**Problem to solve**
Working from the entries below, tally each line that holds "column". Give the tally and nothing else.

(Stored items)
------------------------------------------------------------------------
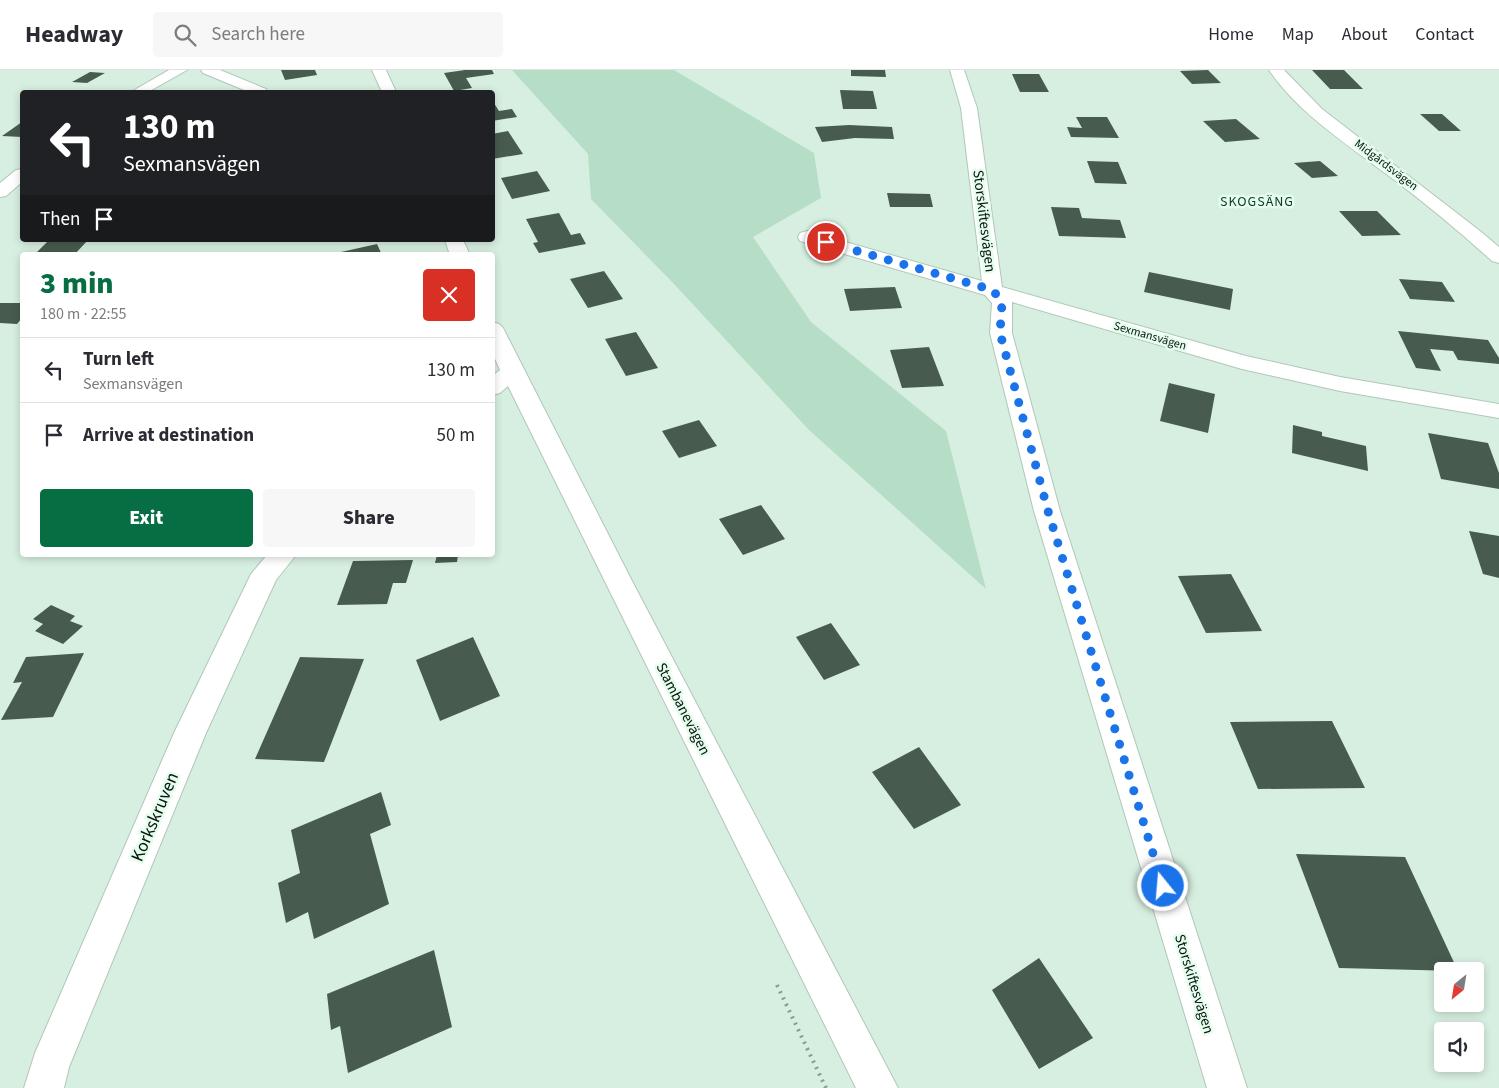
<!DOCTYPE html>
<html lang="en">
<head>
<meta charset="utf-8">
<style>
	:root { --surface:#fff; --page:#f7f7f7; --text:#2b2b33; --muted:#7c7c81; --line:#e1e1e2; --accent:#076d43 }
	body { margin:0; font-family:"Source Sans 3",sans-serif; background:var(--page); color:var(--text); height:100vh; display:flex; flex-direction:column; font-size:19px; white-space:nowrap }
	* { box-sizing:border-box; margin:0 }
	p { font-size:16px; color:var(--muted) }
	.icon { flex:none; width:28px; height:28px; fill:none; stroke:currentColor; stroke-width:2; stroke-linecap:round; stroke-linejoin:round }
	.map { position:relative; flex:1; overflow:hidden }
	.drawer { position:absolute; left:20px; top:182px; width:475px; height:305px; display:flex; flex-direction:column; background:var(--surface); border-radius:5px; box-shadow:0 2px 8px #0003 }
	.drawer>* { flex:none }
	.hud { position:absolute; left:20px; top:20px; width:475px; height:152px; border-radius:5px; box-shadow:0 2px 8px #0003; background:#202124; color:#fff; overflow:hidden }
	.needle { width:32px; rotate:210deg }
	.tools { position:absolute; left:1434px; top:892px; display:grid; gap:10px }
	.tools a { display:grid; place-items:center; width:50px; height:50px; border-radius:5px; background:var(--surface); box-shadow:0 2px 8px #0003; font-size:25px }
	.pin { position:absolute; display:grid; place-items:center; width:42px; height:42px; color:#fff; margin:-21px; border:2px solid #fff; border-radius:50%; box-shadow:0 1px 5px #0007 }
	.me { position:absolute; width:55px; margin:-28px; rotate:343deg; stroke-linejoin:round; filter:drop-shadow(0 0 4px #0008) }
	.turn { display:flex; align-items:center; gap:18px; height:105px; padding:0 20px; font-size:22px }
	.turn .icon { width:65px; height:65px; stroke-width:2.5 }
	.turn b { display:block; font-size:35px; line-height:42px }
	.then { display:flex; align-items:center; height:48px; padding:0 20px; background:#0003; gap:10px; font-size:19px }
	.round { display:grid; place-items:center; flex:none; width:52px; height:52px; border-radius:5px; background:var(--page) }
	.summary { display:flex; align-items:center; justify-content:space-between; height:85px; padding:0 20px }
	h1 { font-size:30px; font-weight:800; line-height:38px; color:var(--accent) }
	.action { display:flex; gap:10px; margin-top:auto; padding:10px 20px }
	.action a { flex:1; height:58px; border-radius:5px; background:var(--accent); color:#fff; font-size:20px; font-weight:800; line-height:58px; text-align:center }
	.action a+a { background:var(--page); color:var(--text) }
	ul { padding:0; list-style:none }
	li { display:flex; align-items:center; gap:15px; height:65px; padding:0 20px; border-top:1px solid var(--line) }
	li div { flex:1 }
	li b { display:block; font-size:19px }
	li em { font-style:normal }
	header { display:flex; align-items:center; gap:30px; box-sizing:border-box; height:70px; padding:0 25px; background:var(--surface); border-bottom:1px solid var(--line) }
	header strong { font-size:24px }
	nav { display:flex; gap:28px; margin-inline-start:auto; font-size:18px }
	.search { width:350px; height:45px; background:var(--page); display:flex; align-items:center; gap:12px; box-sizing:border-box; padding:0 18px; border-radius:5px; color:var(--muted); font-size:19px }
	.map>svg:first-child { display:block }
	.green { fill:#b6dec6 }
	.building { fill:#475c4f }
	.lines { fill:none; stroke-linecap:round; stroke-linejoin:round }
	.minor-casing { stroke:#b0c7b8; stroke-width:2 }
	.path { stroke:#889b8f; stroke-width:4; stroke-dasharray:2 5; stroke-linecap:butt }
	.minor { fill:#fff; fill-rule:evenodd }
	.route { stroke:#1a73e8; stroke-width:9; stroke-dasharray:0 16.2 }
	.labels { text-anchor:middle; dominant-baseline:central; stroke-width:5; stroke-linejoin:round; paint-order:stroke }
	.far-street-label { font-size:12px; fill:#0b140f; stroke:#e4fded }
	.far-neighbourhood-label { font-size:14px; letter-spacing:1px; fill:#113b26; stroke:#e4fded }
	.street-label { font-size:15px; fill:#0b140f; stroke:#e4fded }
	.near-street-label { font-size:18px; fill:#0b140f; stroke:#e4fded }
</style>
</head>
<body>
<header>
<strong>Headway</strong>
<div class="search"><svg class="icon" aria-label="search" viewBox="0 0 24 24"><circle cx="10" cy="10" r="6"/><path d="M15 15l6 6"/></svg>Search here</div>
<nav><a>Home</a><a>Map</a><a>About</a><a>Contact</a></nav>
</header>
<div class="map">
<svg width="1499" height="1018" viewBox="0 0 1499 1018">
	<rect width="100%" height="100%" fill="#d7efe0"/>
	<path class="green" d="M512 0H674L814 83 821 128 753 167 811 252 946 361 986 519 809 360 675 215 591 129 588 84Z"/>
	<path class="building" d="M281 0H315L317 5 285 10Z
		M465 0H492L494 4 466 8 472 18 454 21 444 3Z
		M851 0H885L886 7 851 6Z
		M1208 0 1221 13 1192 14 1180 1Z
		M1312 0H1344L1363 19H1330Z
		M90 2 105 3 87 13 72 12Z
		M1012 4H1039L1049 22H1020Z
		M840 20 873 21 877 39H843Z
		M492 30 499 41 512 39 517 47 492 51Z
		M1420 44H1442L1461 61H1439Z
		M1076 47H1107L1119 68 1071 67 1067 57 1082 58Z
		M1236 49 1260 69 1225 72 1203 51Z
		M22 52V67L2 66Z
		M849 55 892 57 894 69 855 68 822 72 815 57Z
		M508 61 523 84 492 89V64Z
		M1087 91 1118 92 1127 114 1095 113Z
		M1320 91 1338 106 1312 108 1294 93Z
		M537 101 550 121 512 129 501 108Z
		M887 123 930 124 933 137H890Z
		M1051 137 1079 138 1082 148 1120 150 1126 168 1059 166Z
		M1339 141H1377L1401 165 1362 166Z
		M559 143 571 165 580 163 586 174 539 183 533 173 538 172 526 149Z
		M49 170H88L74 185H34Z
		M377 174 382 185H332V184Z
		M604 201 623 229 588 238 570 209Z
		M1149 202 1233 219 1230 240 1144 222Z
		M1399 209 1442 212 1455 232 1410 229Z
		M895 217 902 238 850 241 844 219Z
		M0 233H22V248L17 254 0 253Z
		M1398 261 1488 270 1499 288V294L1458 290 1453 281 1430 279 1441 301 1416 298Z
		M636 262 658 298 626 306 605 269Z
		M929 277 944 316 902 318 890 280Z
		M1169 313 1215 324 1208 363 1160 351Z
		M699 350 717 376 679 388 662 361Z
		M1293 355 1322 362V366L1366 376 1368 401 1292 383Z
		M1428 363 1488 373 1499 403V419L1441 409Z
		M761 435 785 469 743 485 719 449Z
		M1469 461 1499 466V508L1483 504Z
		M437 485H458L457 492 435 493Z
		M413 490 406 513H393L387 534 337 535 353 491Z
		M1231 504 1262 561 1206 563 1178 506Z
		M51 535 75 546 70 551 83 556 63 574 35 561 43 554 33 549Z
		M831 553 860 595 824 610 796 567Z
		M473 567 500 626 440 651 416 590Z
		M84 583 53 647 1 650 22 612 13 613 26 587Z
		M300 587 364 589 324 692 255 689Z
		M1332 651 1365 718 1258 719 1230 652Z
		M919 677 961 735 914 759 872 702Z
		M381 722 391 755 370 764 389 834 314 869 308 842 286 853 278 813 300 803 291 760Z
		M1296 784 1405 787 1458 901 1339 898Z
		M434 880 452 957 348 1003 340 956 331 960 327 924Z
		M1039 888 1093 968 1039 999 992 920Z"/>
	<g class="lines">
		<g class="minor-casing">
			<path id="minor" d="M169 0H187L148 22H131Z
				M201 0H220L266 19 268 22H249L203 3Z
				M372 0H386L396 22H382Z
				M950 0H964L977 38 1002 217 1246 286 1340 307 1499 334V348L1340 321 1242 299 1012 232V263L1060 441 1247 1018H1207L1034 441 990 263 992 233 985 225 800 171 798 167 800 163 807 161 982 211 961 38Z
				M1269 0H1284L1322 39 1480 161 1499 177V193L1492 191C1459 161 1425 133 1389 106 1347 74 1299 44 1269 0Z
				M22 99V112L6 126 0 127V113L16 100Z
				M445 170H463L470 185H450Z
				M492 252 499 254 503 258 631 509 898 1018H856L508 316 500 323 492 325V306L500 300 492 282Z
				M267 485H296L276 510 206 663 69 997 64 1018H24L35 983 174 663 251 504Z"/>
		</g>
		<path class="path" d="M777 915 826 1018"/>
		<use href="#minor" class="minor"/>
	</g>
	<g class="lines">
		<path class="route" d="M826 172 993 220 1002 233 1000 263 1048 441 1163 816"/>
	</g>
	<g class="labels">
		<g class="far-street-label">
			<text transform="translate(1386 95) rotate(37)">Midgårdsvägen</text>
			<text transform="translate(1150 266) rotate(16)">Sexmansvägen</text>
		</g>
		<g class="far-neighbourhood-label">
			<text x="1257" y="132">SKOGSÄNG</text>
		</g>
		<g class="street-label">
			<text transform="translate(984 151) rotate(83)">Storskiftesvägen</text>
			<text transform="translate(683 639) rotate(63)">Stambanevägen</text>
			<text transform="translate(1194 914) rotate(73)">Storskiftesvägen</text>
		</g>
		<g class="near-street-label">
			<text transform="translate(155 747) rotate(-67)">Korkskruven</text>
		</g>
	</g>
</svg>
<div class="tools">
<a><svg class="needle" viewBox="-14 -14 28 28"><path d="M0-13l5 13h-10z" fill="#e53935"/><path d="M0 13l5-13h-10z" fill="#7c7c81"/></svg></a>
<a><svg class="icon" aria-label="sound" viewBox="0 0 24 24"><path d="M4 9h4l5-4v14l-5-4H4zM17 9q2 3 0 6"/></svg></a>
</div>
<div class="pin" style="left:826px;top:172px;background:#d93025"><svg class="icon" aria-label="arrive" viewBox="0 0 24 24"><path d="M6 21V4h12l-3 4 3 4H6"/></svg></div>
<svg class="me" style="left:1163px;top:816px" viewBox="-20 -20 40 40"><circle r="17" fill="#1a73e8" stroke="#fff" stroke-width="3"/><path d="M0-11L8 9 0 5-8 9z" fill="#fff"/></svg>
<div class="hud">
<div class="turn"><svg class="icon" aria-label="left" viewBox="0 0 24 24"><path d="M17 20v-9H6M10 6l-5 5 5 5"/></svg><div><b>130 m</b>Sexmansvägen</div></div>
<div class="then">Then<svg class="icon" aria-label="arrive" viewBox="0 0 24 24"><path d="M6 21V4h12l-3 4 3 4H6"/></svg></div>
</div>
<section class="drawer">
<div class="summary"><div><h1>3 min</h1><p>180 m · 22:55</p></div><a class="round" style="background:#d93025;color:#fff"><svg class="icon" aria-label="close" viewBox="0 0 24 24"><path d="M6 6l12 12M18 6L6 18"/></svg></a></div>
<ul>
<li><svg class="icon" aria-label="left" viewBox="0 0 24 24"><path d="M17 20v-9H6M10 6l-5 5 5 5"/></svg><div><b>Turn left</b><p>Sexmansvägen</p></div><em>130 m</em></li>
<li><svg class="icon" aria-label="arrive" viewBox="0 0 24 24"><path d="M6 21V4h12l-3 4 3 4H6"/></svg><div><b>Arrive at destination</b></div><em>50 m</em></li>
</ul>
<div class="action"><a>Exit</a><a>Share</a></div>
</section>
</div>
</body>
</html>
------------------------------------------------------------------------
**Answer area**
2